Medicare Part C, also known as Medicare Advantage (MA), was created under the Balanced Budget Act of 1997. Initially called Medicare+Choice, the program allowed beneficiaries to receive their Medicare benefits through private health plans rather than traditional fee-for-service Medicare. Renamed Medicare Advantage under the Medicare Modernization Act (MMA) of 2003, it expanded plan offerings and introduced incentives for private insurers to participate.
Generally speaking, MA plans have a narrower network, lower premiums, and more benefits (i.e., gym, transportation, etc.). These plans receive a capitated amount from the Centers for Medicare and Medicaid (CMS) at the start of each year based on patients’ expected costs and pocket what they don’t spend on medical and administrative activities. They are required to spend 85% of their capitated amount of medical care. While MA has been a cash cow for the last decade or so, it is facing headwinds:
The industry is also facing some tailwinds. Trump 2 and Dr. Oz will be more favorable to Medicare Advantage plans. Additionally, the 2026 Advance Rate Notice saw "better than expected" Medicare Advantage rates.
In 2024, almost 33M Americans or 54% of Medicare beneficiaries were enrolled in MA plans. A lot of this growth came from boomers aging into Medicare and MA plans’ ability to market lower premiums and greater benefits (dental, transportation, etc.) to seniors.
With enrollment increasing, the number of MA plans have increased as well. The average beneficiary had access to 43 plans in 2023, more than double the number in 2017. Despite this optionality, a 2016 analysis found that from 2007 to 2014, only ~10% of MA beneficiaries voluntarily switched plans each year.
Commonwealth Fund: MA Policy Primer, used throughout this page
Most MA plans are either Health Maintenance Organizations (HMOs) or Preferred Provider Organizations (PPOs). HMOs typically limit coverage to in-network providers, while PPOs allow out-of-network care at higher costs.
PPOs / HMOs often contract with Management Services Organizations (MSOs) to manage the operations for PPO / HMO products, handling tasks like billing, compliance, staffing, and technology infrastructure. For an HMO product, MSOs often assume financial risk (along with the MA plan) by contracting with a closed network of high-quality, low-cost PCPs and specialists. These downstream providers often sign risk sharing-contracts with the MSO. These contracts typically fall into two buckets: full-risk and shared savings. Full-risk typically means that providers receive a set amount (aka capitated rate) for each patient and bear all of the patient’s medical costs. Shared savings means that the MSO and provider both have “skin in the game,” sharing in the savings and losses associated with the population of patients. In a PPO product, the MSO often does not take financial risk because they don’t have control over the patient’s network of providers.
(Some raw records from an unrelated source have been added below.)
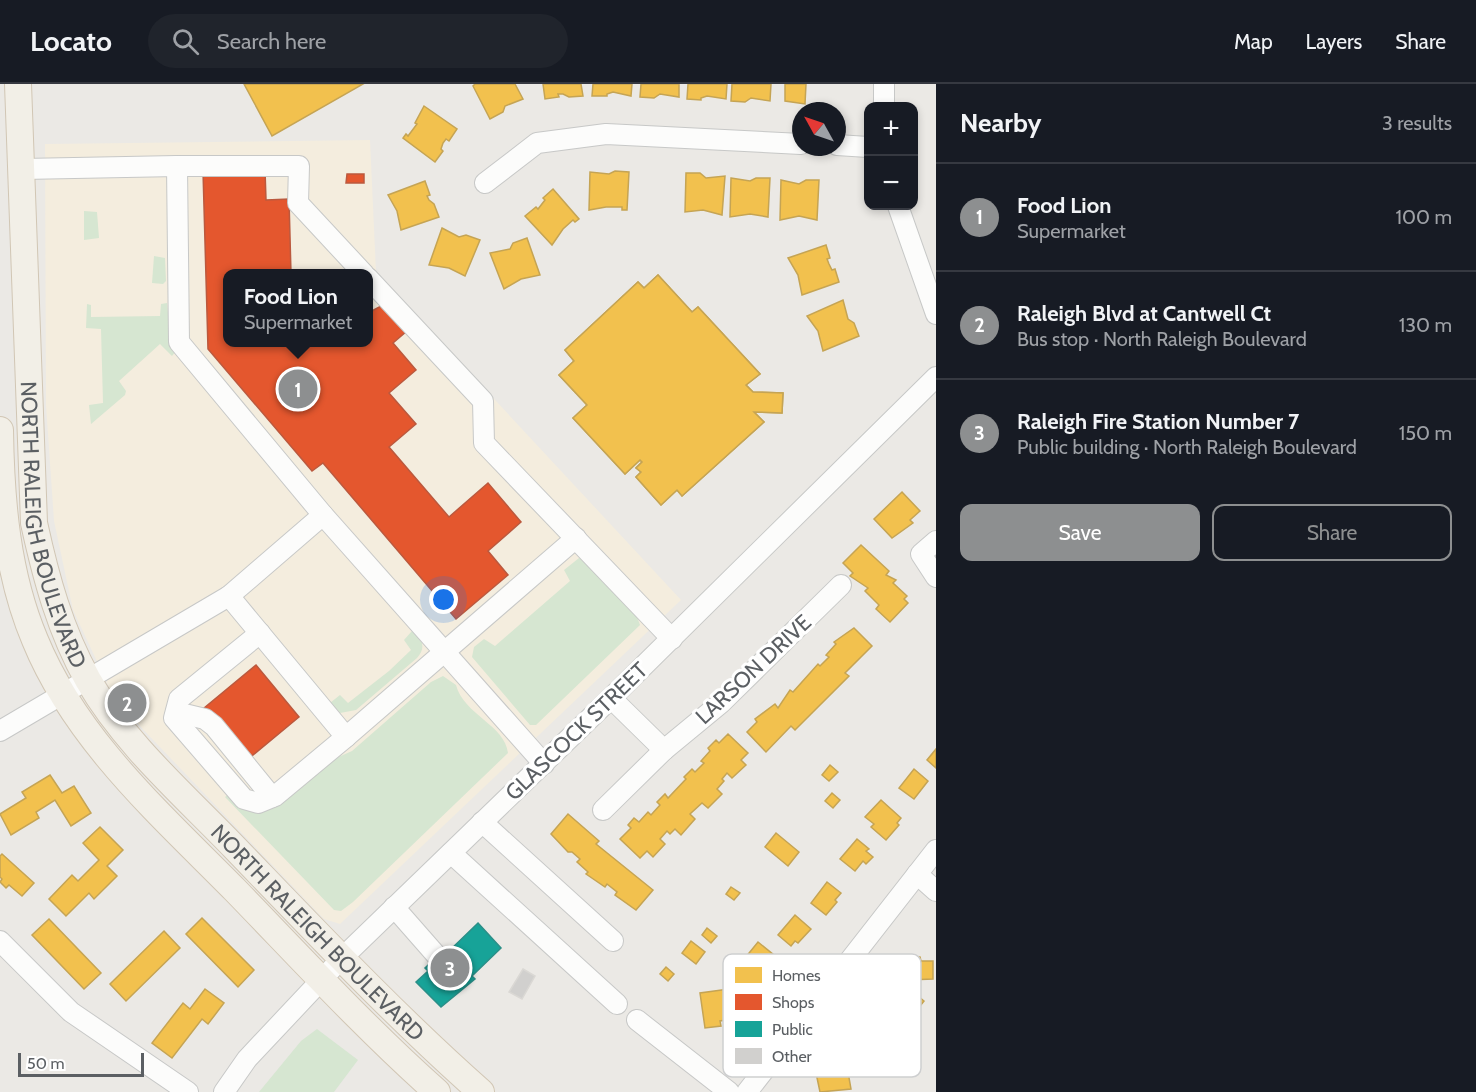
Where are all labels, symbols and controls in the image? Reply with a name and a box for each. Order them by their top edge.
search box [148,14,568,68]
text: Locato [30,24,112,58]
icon: search [169,25,202,58]
text: Search here [217,28,326,55]
text: Map [1234,29,1273,54]
text: Layers [1306,29,1362,54]
text: Share [1395,29,1446,54]
north arrow [792,102,846,156]
map controls [864,102,918,210]
button: + [864,102,918,156]
text: Nearby [960,107,1041,139]
text: 3 results [1382,111,1452,135]
button: − [864,156,918,210]
text: Food Lion [1017,192,1111,219]
text: 1 [976,205,983,229]
text: 100 m [1396,205,1452,229]
text: Supermarket [1017,219,1126,243]
popup [223,269,373,347]
text: Food Lion [244,283,338,310]
text: Raleigh Blvd at Cantwell Ct [1017,300,1271,327]
text: Supermarket [244,310,352,334]
text: 2 [974,313,985,337]
text: 130 m [1399,313,1452,337]
text: Bus stop · North Raleigh Boulevard [1017,327,1307,351]
pin: 1 [278,366,318,412]
street label: NORTH RALEIGH BOULEVARD [15,381,92,673]
text: Raleigh Fire Station Number 7 [1017,408,1299,435]
text: 3 [974,421,985,445]
text: 150 m [1399,421,1452,445]
text: Public building · North Raleigh Boulevard [1017,435,1357,459]
button: Save [960,504,1200,561]
button: Share [1212,504,1452,561]
your location [429,585,458,614]
street label: LARSON DRIVE [690,609,817,730]
street label: GLASCOCK STREET [500,656,653,806]
pin: 2 [108,680,146,726]
street label: NORTH RALEIGH BOULEVARD [205,819,430,1047]
pin: 3 [430,946,470,990]
legend [723,954,921,1077]
text: Homes [772,966,821,985]
text: Shops [772,993,815,1012]
text: Public [772,1020,813,1039]
text: Other [772,1047,813,1066]
scale bar [18,1050,144,1078]
text: 50 m [27,1054,64,1073]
A 2017 study found MA networks included fewer than half of Medicare physicians per county on average. On the other hand, Traditional Medicare beneficiaries can see any doctor that accepts Medicare, which includes the majority of providers. It remains unclear whether network size impacts care quality. Some experts argue narrow networks help control costs and care quality, while others prioritize access to care. Regardless, the market (led by consumers) has been trending toward more open networks.
Medicare Advantage (MA) plans are required to cover all services provided under Traditional Medicare Parts A (e.g., hospital care, hospice, skilled nursing, some home health care) and B (e.g., doctor visits, durable medical equipment, outpatient drugs, mental health care, ambulance services). Most MA plans (89% in 2024) also include Part D prescription drug coverage.
Like Traditional Medicare beneficiaries, MA enrollees must pay the Part B premium, which is $174.70 per month in 2024 (higher for those with higher incomes). Some MA plans partially or fully cover this premium.
Since 2011, MA plans have been required to cap out-of-pocket costs for services under Parts A and B. In 2024, the maximum is $8,850 for in-network services and $13,300 for combined in-network and out-of-network services.